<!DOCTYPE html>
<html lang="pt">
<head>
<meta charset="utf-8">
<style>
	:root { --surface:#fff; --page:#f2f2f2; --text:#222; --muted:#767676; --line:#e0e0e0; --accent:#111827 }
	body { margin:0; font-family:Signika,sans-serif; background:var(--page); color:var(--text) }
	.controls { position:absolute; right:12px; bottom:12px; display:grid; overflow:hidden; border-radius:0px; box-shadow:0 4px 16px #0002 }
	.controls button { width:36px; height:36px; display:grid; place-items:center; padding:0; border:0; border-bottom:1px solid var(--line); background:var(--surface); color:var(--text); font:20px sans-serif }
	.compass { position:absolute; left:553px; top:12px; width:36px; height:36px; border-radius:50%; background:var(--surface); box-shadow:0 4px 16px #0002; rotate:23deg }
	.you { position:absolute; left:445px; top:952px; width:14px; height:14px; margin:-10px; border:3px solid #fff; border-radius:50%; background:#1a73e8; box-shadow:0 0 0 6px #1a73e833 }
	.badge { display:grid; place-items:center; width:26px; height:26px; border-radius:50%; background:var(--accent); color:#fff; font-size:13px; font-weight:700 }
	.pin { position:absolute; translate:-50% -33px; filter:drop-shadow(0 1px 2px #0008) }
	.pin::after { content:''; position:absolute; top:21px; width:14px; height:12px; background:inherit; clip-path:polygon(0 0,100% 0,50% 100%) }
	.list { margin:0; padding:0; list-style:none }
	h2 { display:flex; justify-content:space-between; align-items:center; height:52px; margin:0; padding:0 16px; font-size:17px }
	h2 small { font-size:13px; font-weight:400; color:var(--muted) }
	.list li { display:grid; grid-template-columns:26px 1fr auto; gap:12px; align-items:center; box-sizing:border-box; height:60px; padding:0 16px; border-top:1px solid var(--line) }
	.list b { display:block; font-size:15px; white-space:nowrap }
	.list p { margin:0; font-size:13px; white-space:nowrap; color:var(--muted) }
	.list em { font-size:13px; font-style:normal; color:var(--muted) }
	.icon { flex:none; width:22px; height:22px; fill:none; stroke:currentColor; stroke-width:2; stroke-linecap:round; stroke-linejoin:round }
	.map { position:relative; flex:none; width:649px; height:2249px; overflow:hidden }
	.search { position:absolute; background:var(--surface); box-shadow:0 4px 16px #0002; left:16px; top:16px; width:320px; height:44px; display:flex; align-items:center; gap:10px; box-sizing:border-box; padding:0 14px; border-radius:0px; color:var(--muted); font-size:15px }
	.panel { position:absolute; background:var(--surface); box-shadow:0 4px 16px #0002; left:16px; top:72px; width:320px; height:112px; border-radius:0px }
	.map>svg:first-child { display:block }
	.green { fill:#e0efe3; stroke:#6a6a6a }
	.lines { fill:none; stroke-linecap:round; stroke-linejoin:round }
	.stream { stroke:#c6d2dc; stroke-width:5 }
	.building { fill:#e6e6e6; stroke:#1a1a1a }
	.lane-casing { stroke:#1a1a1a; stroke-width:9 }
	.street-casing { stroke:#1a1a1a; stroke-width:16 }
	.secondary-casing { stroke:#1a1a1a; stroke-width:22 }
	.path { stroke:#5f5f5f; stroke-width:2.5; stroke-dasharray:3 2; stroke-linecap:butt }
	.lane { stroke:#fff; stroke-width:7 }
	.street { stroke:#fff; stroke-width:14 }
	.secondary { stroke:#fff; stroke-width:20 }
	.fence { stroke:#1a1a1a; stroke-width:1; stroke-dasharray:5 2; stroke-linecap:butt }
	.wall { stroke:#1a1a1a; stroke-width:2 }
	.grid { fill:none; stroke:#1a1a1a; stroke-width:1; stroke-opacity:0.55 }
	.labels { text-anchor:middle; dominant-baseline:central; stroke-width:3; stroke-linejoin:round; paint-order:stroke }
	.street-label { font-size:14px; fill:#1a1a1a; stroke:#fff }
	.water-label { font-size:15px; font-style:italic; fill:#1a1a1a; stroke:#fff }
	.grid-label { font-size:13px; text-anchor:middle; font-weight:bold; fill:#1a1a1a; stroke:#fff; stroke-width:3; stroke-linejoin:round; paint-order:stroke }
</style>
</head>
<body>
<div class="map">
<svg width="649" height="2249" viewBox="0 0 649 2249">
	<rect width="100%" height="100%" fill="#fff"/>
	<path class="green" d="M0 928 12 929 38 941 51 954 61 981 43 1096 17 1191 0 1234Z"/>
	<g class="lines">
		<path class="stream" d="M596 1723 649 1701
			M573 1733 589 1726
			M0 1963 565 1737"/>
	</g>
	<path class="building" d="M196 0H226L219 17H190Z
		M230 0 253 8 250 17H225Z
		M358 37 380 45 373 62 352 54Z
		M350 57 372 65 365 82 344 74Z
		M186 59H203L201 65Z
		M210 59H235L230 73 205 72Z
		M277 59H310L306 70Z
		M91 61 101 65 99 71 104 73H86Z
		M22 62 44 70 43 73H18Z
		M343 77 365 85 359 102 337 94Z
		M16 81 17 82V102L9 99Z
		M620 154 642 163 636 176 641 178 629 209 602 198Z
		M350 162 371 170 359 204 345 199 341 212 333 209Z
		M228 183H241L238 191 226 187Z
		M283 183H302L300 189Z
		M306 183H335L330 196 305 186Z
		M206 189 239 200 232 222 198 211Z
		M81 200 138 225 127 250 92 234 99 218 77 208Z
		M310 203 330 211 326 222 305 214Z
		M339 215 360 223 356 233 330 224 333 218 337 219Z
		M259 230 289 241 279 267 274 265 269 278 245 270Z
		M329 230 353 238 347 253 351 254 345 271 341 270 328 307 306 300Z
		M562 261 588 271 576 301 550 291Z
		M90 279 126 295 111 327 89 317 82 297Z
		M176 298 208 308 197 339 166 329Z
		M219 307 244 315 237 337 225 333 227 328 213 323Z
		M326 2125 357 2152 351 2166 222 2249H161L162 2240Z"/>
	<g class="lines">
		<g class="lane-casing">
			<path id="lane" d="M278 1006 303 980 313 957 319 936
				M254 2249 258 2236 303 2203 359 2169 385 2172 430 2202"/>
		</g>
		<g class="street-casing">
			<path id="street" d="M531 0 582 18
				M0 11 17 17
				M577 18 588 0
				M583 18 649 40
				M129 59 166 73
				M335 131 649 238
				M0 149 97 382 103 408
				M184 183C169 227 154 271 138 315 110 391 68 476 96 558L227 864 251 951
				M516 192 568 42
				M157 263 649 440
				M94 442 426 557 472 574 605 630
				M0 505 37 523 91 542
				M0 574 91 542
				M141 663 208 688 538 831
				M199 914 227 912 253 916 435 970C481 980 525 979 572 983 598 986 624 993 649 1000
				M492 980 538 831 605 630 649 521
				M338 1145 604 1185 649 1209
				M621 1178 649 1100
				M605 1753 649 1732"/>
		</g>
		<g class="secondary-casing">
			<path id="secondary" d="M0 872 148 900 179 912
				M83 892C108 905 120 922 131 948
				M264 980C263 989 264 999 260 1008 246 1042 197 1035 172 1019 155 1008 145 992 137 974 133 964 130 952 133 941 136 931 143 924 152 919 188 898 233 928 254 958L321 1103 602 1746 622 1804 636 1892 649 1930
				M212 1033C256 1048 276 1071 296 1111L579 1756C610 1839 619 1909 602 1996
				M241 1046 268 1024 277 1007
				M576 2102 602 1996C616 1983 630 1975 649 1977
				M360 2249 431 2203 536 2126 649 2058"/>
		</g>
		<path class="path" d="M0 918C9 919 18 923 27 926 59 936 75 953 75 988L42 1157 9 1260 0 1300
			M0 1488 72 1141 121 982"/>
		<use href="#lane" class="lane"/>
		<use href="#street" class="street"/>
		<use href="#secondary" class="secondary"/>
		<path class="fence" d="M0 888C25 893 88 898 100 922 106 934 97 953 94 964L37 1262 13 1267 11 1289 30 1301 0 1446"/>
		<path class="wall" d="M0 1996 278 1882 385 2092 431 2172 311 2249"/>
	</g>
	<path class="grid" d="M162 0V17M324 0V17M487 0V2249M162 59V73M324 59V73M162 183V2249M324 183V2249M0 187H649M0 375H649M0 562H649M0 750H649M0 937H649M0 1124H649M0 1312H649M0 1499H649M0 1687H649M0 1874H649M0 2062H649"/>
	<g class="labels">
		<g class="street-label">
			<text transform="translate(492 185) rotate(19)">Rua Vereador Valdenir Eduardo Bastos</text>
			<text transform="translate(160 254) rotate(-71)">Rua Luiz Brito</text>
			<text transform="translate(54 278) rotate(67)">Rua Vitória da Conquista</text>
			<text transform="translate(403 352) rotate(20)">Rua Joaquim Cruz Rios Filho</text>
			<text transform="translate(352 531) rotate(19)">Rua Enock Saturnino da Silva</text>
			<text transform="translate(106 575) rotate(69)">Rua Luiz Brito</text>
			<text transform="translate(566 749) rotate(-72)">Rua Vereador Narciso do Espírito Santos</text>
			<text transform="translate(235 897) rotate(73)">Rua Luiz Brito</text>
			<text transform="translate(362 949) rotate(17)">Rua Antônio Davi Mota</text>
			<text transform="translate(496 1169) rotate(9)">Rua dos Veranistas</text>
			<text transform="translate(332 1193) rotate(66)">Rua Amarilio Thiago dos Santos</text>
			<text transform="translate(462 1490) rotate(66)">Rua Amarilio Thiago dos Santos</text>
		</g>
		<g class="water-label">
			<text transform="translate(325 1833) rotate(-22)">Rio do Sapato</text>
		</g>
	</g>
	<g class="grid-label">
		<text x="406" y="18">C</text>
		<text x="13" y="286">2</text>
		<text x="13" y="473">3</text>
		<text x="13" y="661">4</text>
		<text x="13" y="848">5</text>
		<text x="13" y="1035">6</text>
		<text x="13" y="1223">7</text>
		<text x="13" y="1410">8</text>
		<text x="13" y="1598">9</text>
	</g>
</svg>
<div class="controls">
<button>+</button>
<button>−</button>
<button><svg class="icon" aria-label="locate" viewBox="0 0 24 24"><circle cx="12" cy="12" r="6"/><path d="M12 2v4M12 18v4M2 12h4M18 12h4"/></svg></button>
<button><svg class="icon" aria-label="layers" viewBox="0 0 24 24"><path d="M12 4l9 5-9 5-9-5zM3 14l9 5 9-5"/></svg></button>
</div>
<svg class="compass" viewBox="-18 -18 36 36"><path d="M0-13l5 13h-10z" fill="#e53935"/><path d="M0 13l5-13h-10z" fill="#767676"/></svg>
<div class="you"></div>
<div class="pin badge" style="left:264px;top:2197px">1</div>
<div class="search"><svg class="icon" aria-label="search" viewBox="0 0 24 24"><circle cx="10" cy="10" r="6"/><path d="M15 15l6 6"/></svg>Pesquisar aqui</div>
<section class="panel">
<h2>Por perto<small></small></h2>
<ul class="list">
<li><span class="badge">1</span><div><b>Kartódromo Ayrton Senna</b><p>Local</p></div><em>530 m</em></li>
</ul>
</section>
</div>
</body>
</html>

══════

### EXERCISE DIRECTIONS
From the entries above, pull out each line that includes "sans".

### RESULT OF THIS TASK
	body { margin:0; font-family:Signika,sans-serif; background:var(--page); color:var(--text) }
	.controls button { width:36px; height:36px; display:grid; place-items:center; padding:0; border:0; border-bottom:1px solid var(--line); background:var(--surface); color:var(--text); font:20px sans-serif }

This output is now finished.